◆ Activity: From the entries below, count the lines holding the word "label" and give nothing but the number.

(Collected data entries)

————

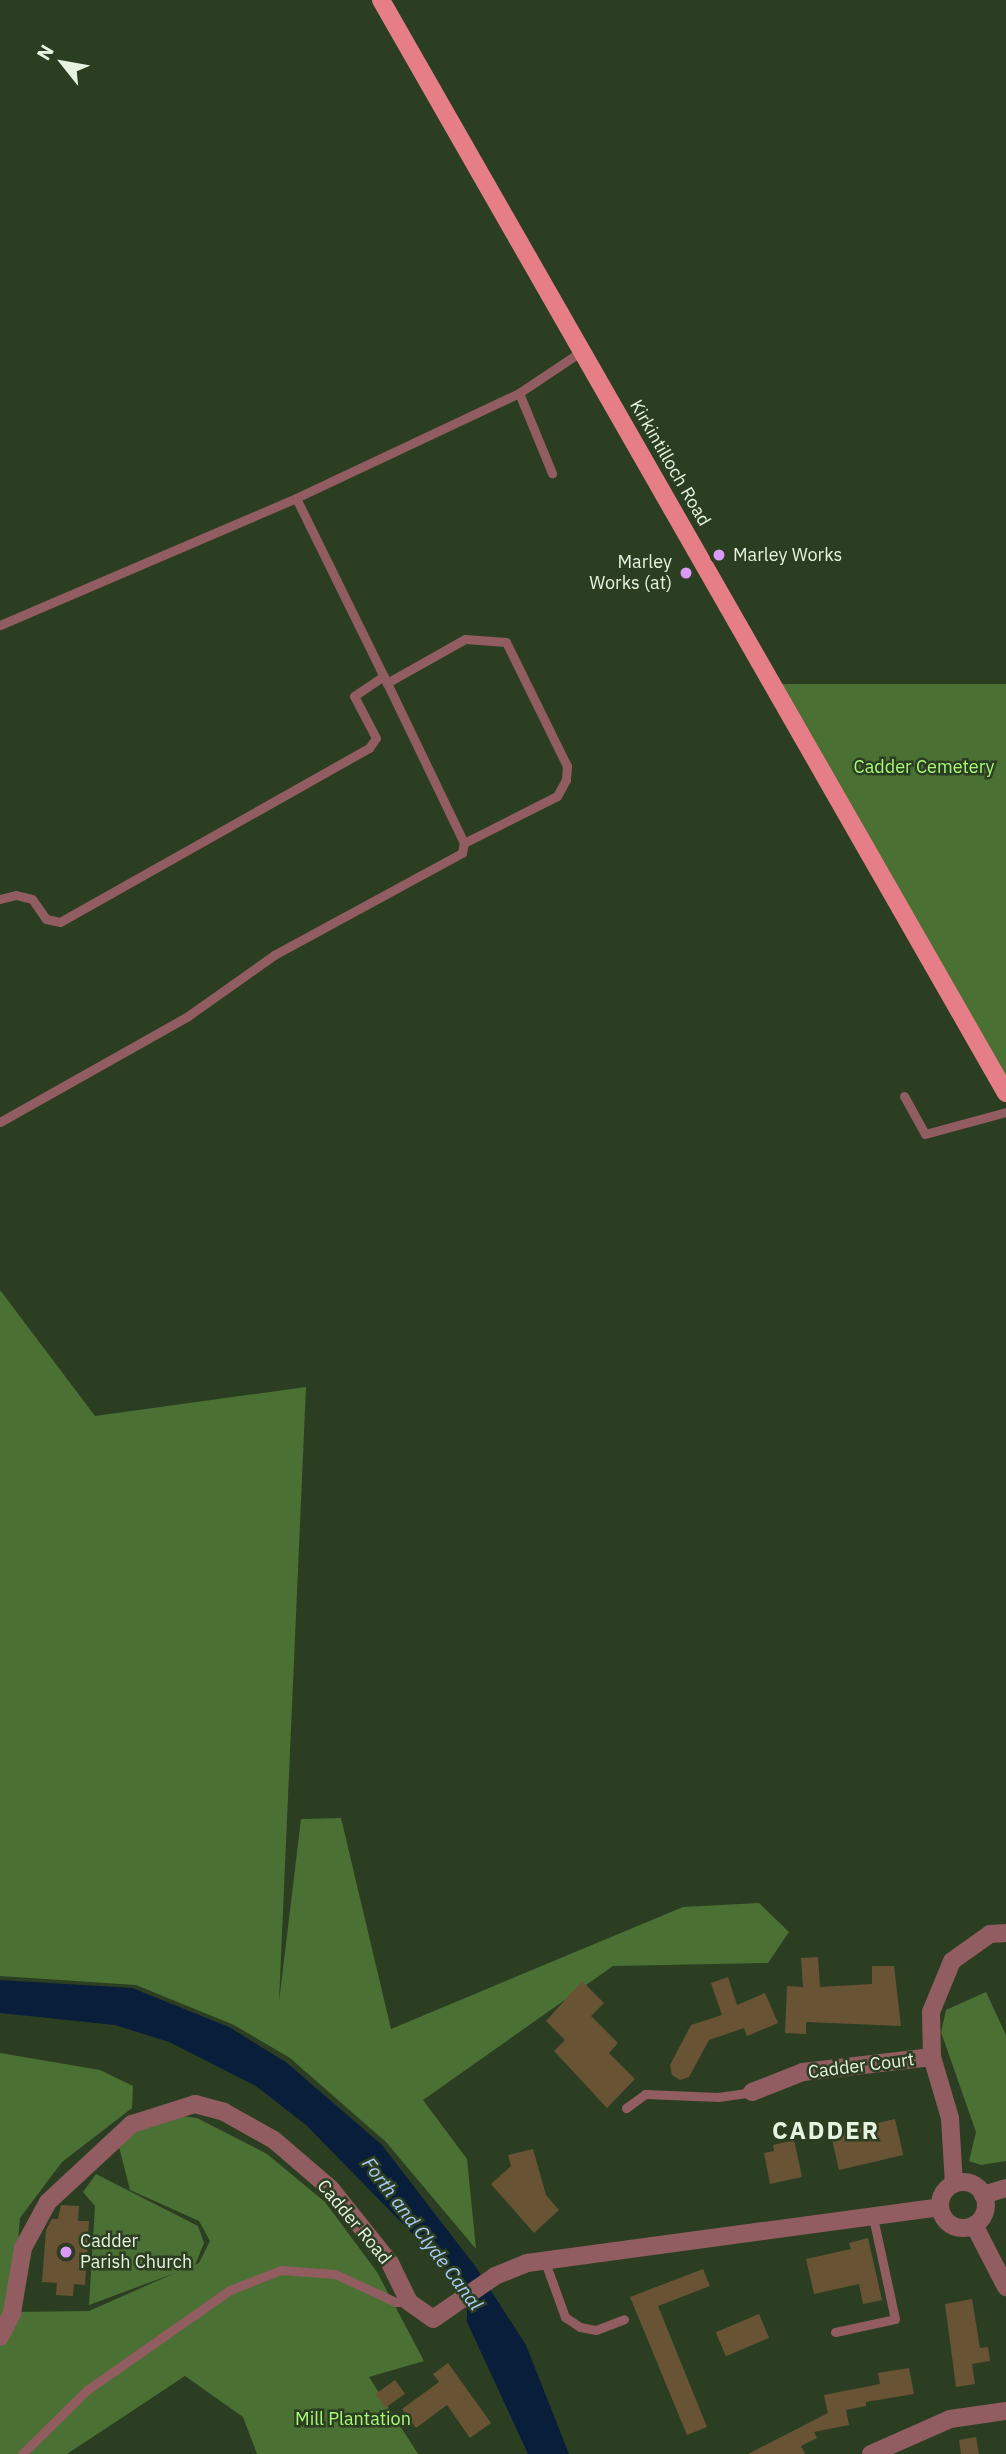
<!DOCTYPE html>
<html>
<head>
<meta charset="utf-8">
<style>
	body { margin:0 }
	#map { position:relative; width:1006px; height:2454px; overflow:hidden; background:#2c3e22; font-family:"IBM Plex Sans",sans-serif }
	div>[style] { position:absolute }
	.green>* { inset:0; background:#4a7034 }
	.water>* { inset:0; background:#081e3a }
	.building>* { inset:0; background:#685335; transform-origin:0 0 }
	.lane>* { height:9px; margin:-4.5px; padding:0 4.5px; transform-origin:4.5px; border-radius:4.5px; background:#915d61 }
	.street>* { height:18px; margin:-9px; padding:0 9px; transform-origin:9px; border-radius:9px; background:#915d61 }
	.street>.ring { margin:-9px; padding:0; box-sizing:content-box; background:none; border:18px solid #915d61; border-radius:50% }
	.primary>* { height:18px; margin:-9px; padding:0 9px; transform-origin:9px; border-radius:9px; background:#e67e87 }
	.dots>* { width:19px; height:19px; translate:-50% -50%; box-sizing:border-box; border:4px solid #2c3e22; border-radius:50% }
	span { translate:-50% -50%; white-space:nowrap; text-align:center; line-height:1.15; -webkit-text-stroke:5px #2c3e22; paint-order:stroke }
	.street-label { font-size:18px; color:#e7f3e1 }
	.poi-label { font-size:18px; color:#e7f3e1 }
	.left { translate:0 -50%; text-align:left }
	.right { translate:-100% -50%; text-align:right }
	.park-label { font-size:18px; color:#a9fa79 }
	.water-label { font-size:19px; color:#abcdf9; font-style:italic }
	.district-label { font-size:24px; color:#e7f3e1; font-weight:700; letter-spacing:2px }
	.north { position:absolute; left:28px; top:28px; width:70px; height:70px; -webkit-text-stroke:5px #2c3e22; paint-order:stroke; rotate:301deg; font-size:19px; font-weight:700; line-height:28px; text-align:center; color:#e7f3e1 }
	.north::after { content:''; display:block; margin:auto; width:24px; height:32px; background:#e7f3e1; clip-path:polygon(50% 0,100% 100%,50% 72%,0 100%) }
</style>
</head>
<body>
<div id="map">
	<div class="green">
		<i style="clip-path:polygon(781px 684px,1006px 684px,1006px 1080px)"></i>
		<i style="clip-path:polygon(0 1290px,95px 1416px,306px 1387px,279px 2002px,301px 1819px,341px 1818px,391px 2029px,683px 1907px,759px 1903px,789px 1932px,768px 1963px,613px 1966px,423px 2100px,467px 2159px,476px 2249px,386px 2142px,290px 2058px,234px 2025px,136px 1985px,0 1976px)"></i>
		<i style="clip-path:polygon(986px 1992px,1006px 2035px,1006px 2161px,981px 2165px,969px 2161px,976px 2132px,941px 2032px,946px 2010px)"></i>
		<i style="clip-path:polygon(0 2053px,100px 2070px,133px 2086px,132px 2108px,62px 2162px,20px 2218px,12px 2312px,89px 2311px,175px 2273px,89px 2305px,95px 2206px,83px 2192px,96px 2174px,198px 2226px,204px 2243px,195px 2265px,199px 2263px,210px 2241px,199px 2221px,130px 2190px,118px 2143px,160px 2113px,197px 2118px,267px 2154px,325px 2202px,377px 2272px,424px 2361px,369px 2377px,418px 2454px,257px 2454px,243px 2417px,185px 2376px,67px 2454px,0 2454px)"></i>
	</div>
	<div class="water">
		<i style="clip-path:polygon(0 1980px,132px 1988px,229px 2027px,287px 2063px,382px 2145px,475px 2266px,526px 2345px,569px 2454px,528px 2454px,467px 2322px,467px 2304px,449px 2271px,306px 2125px,256px 2086px,169px 2042px,115px 2025px,0 2013px)"></i>
	</div>
	<div class="building">
		<i style="clip-path:polygon(818px 1957px,820px 1987px,872px 1984px,872px 1966px,894px 1966px,901px 2026px,806px 2022px,806px 2034px,785px 2033px,787px 1986px,803px 1987px,801px 1958px)"></i>
		<i style="clip-path:polygon(728px 1977px,737px 2005px,765px 1993px,778px 2023px,747px 2036px,744px 2028px,709px 2040px,689px 2077px,680px 2080px,672px 2075px,670px 2065px,691px 2025px,722px 2015px,711px 1983px)"></i>
		<i style="clip-path:polygon(582px 1981px,604px 2003px,591px 2016px,618px 2043px,609px 2053px,635px 2079px,607px 2108px,554px 2051px,565px 2040px,546px 2021px)"></i>
		<i style="left:895px;top:2119px;width:37px;height:66px;rotate:77deg"></i>
		<i style="clip-path:polygon(794px 2140px,802px 2177px,770px 2184px,764px 2153px,774px 2151px,773px 2145px)"></i>
		<i style="clip-path:polygon(533px 2149px,546px 2195px,559px 2210px,534px 2233px,491px 2184px,511px 2166px,508px 2155px)"></i>
		<i style="clip-path:polygon(61px 2205px,79px 2206px,78px 2221px,89px 2221px,85px 2285px,74px 2284px,73px 2296px,56px 2295px,57px 2283px,42px 2282px,46px 2230px,52px 2219px,58px 2219px)"></i>
		<i style="clip-path:polygon(868px 2238px,882px 2300px,863px 2304px,859px 2284px,814px 2294px,806px 2259px,851px 2249px,849px 2243px)"></i>
		<i style="clip-path:polygon(703px 2269px,710px 2286px,658px 2306px,707px 2427px,687px 2435px,630px 2297px)"></i>
		<i style="clip-path:polygon(972px 2299px,980px 2348px,988px 2347px,990px 2361px,972px 2364px,975px 2384px,956px 2387px,945px 2304px)"></i>
		<i style="left:759px;top:2314px;width:26px;height:47px;rotate:67deg"></i>
		<i style="clip-path:polygon(448px 2363px,491px 2423px,470px 2438px,447px 2405px,416px 2428px,402px 2409px,439px 2382px,433px 2374px)"></i>
		<i style="clip-path:polygon(909px 2368px,914px 2394px,866px 2402px,866px 2406px,846px 2410px,849px 2425px,814px 2432px,817px 2438px,801px 2446px,805px 2454px,748px 2454px,828px 2413px,824px 2395px,880px 2384px,878px 2373px)"></i>
		<i style="left:395px;top:2380px;width:17px;height:24px;rotate:54deg"></i>
		<i style="clip-path:polygon(976px 2437px,979px 2454px,961px 2454px,959px 2440px)"></i>
	</div>
	<div class="lane">
		<i style="left:519px;top:393px;width:87px;rotate:67.6deg"></i>
		<i style="left:0;top:625px;width:322px;rotate:-23.2deg"></i>
		<i style="left:387px;top:683px;width:178px;rotate:64.3deg"></i>
		<i style="left:464px;top:843px;width:104px;rotate:-26.8deg"></i>
		<i style="left:557px;top:796px;width:18px;rotate:-61deg"></i>
		<i style="left:566px;top:780px;width:14px;rotate:-86deg"></i>
		<i style="left:567px;top:766px;width:138px;rotate:-116.2deg"></i>
		<i style="left:506px;top:642px;width:41px;rotate:-175.8deg"></i>
		<i style="left:465px;top:639px;width:90px;rotate:150.6deg"></i>
		<i style="left:387px;top:683px;width:206px;rotate:-116.2deg"></i>
		<i style="left:296px;top:498px;width:246px;rotate:-25.2deg"></i>
		<i style="left:519px;top:393px;width:76px;rotate:-33.7deg"></i>
		<i style="left:0;top:899px;width:16px;rotate:-14deg"></i>
		<i style="left:16px;top:895px;width:16px;rotate:14deg"></i>
		<i style="left:32px;top:899px;width:24px;rotate:55deg"></i>
		<i style="left:46px;top:919px;width:14px;rotate:12deg"></i>
		<i style="left:60px;top:922px;width:355px;rotate:-29.4deg"></i>
		<i style="left:369px;top:748px;width:12px;rotate:-55deg"></i>
		<i style="left:376px;top:738px;width:47px;rotate:-117.6deg"></i>
		<i style="left:354px;top:696px;width:36px;rotate:-34deg"></i>
		<i style="left:904px;top:1096px;width:43px;rotate:61.1deg"></i>
		<i style="left:925px;top:1134px;width:84px;rotate:-15.2deg"></i>
		<i style="left:0;top:1122px;width:216px;rotate:-29.4deg"></i>
		<i style="left:188px;top:1016px;width:105px;rotate:-35.3deg"></i>
		<i style="left:274px;top:955px;width:214px;rotate:-28.5deg"></i>
		<i style="left:462px;top:853px;width:10px;rotate:-79deg"></i>
		<i style="left:626px;top:2108px;width:24px;rotate:-36deg"></i>
		<i style="left:645px;top:2094px;width:73px;rotate:2.4deg"></i>
		<i style="left:718px;top:2097px;width:34px;rotate:-8deg"></i>
		<i style="left:545px;top:2262px;width:59px;rotate:70deg"></i>
		<i style="left:565px;top:2317px;width:18px;rotate:34deg"></i>
		<i style="left:580px;top:2327px;width:16px;rotate:11deg"></i>
		<i style="left:596px;top:2330px;width:30px;rotate:-21deg"></i>
		<i style="left:835px;top:2332px;width:61px;rotate:-12.2deg"></i>
		<i style="left:895px;top:2319px;width:104px;rotate:-102.2deg"></i>
		<i style="left:22px;top:2454px;width:91px;rotate:-44.6deg"></i>
		<i style="left:87px;top:2390px;width:174px;rotate:-35deg"></i>
		<i style="left:230px;top:2290px;width:55px;rotate:-21.4deg"></i>
		<i style="left:281px;top:2270px;width:54px;rotate:4.2deg"></i>
		<i style="left:335px;top:2274px;width:67px;rotate:24.7deg"></i>
		<i style="left:396px;top:2302px;width:13px"></i>
	</div>
	<div class="street">
		<i style="left:752px;top:2092px;width:55px;rotate:-21.4deg"></i>
		<i style="left:803px;top:2072px;width:130px;rotate:-6.6deg"></i>
		<i class="ring" style="left:940px;top:2182px;width:28px;height:28px"></i>
		<i style="left:954px;top:2184px;width:66px;rotate:-93.5deg"></i>
		<i style="left:950px;top:2118px;width:64px;rotate:-106.4deg"></i>
		<i style="left:932px;top:2057px;width:45px;rotate:-91.3deg"></i>
		<i style="left:931px;top:2012px;width:55px;rotate:-67.6deg"></i>
		<i style="left:952px;top:1961px;width:47px;rotate:-35.4deg"></i>
		<i style="left:990px;top:1934px;width:16px;rotate:-4deg"></i>
		<i style="left:983px;top:2195px;width:24px;rotate:-17deg"></i>
		<i style="left:974px;top:2225px;width:70px;rotate:62.7deg"></i>
		<i style="left:0;top:2337px;width:27px;rotate:-63deg"></i>
		<i style="left:12px;top:2313px;width:66px;rotate:-80.4deg"></i>
		<i style="left:23px;top:2248px;width:52px;rotate:-61.5deg"></i>
		<i style="left:48px;top:2202px;width:115px;rotate:-42.9deg"></i>
		<i style="left:132px;top:2124px;width:66px;rotate:-17.6deg"></i>
		<i style="left:195px;top:2104px;width:30px;rotate:15deg"></i>
		<i style="left:224px;top:2112px;width:57px;rotate:29.2deg"></i>
		<i style="left:274px;top:2140px;width:75px;rotate:40.7deg"></i>
		<i style="left:331px;top:2189px;width:95px;rotate:51.4deg"></i>
		<i style="left:390px;top:2263px;width:43px;rotate:64deg"></i>
		<i style="left:409px;top:2302px;width:29px;rotate:35deg"></i>
		<i style="left:433px;top:2319px;width:75px;rotate:-34.7deg"></i>
		<i style="left:495px;top:2276px;width:35px;rotate:-22deg"></i>
		<i style="left:527px;top:2263px;width:417px;rotate:-7.7deg"></i>
		<i style="left:871px;top:2454px;width:86px;rotate:-23.9deg"></i>
		<i style="left:950px;top:2419px;width:57px;rotate:-8.1deg"></i>
	</div>
	<div class="primary">
		<i style="left:381px;top:0;width:1259px;rotate:60.24deg"></i>
	</div>
	<div class="dots">
		<i style="left:719px;top:555px;background:#da9af6"></i>
		<i style="left:686px;top:573px;background:#da9af6"></i>
		<i style="left:66px;top:2252px;background:#da9af6"></i>
	</div>
	<div class="street-label">
		<span style="left:670px;top:463px;rotate:60deg">Kirkintilloch Road</span>
		<span style="left:861px;top:2066px;rotate:-7deg">Cadder Court</span>
		<span style="left:354px;top:2222px;rotate:50deg">Cadder Road</span>
	</div>
	<div class="poi-label">
		<span class="left" style="left:733px;top:555px">Marley Works</span>
		<span class="right" style="left:672px;top:573px">Marley<br>Works (at)</span>
		<span class="left" style="left:80px;top:2252px">Cadder<br>Parish Church</span>
	</div>
	<div class="park-label">
		<span style="left:924px;top:767px">Cadder Cemetery</span>
		<span style="left:353px;top:2419px">Mill Plantation</span>
	</div>
	<div class="water-label">
		<span style="left:422px;top:2234px;rotate:53deg">Forth and Clyde Canal</span>
	</div>
	<div class="district-label">
		<span style="left:826px;top:2131px">CADDER</span>
	</div>
	<div class="north">N</div>
</div>
</body>
</html>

————

◆ Solved exercise: 10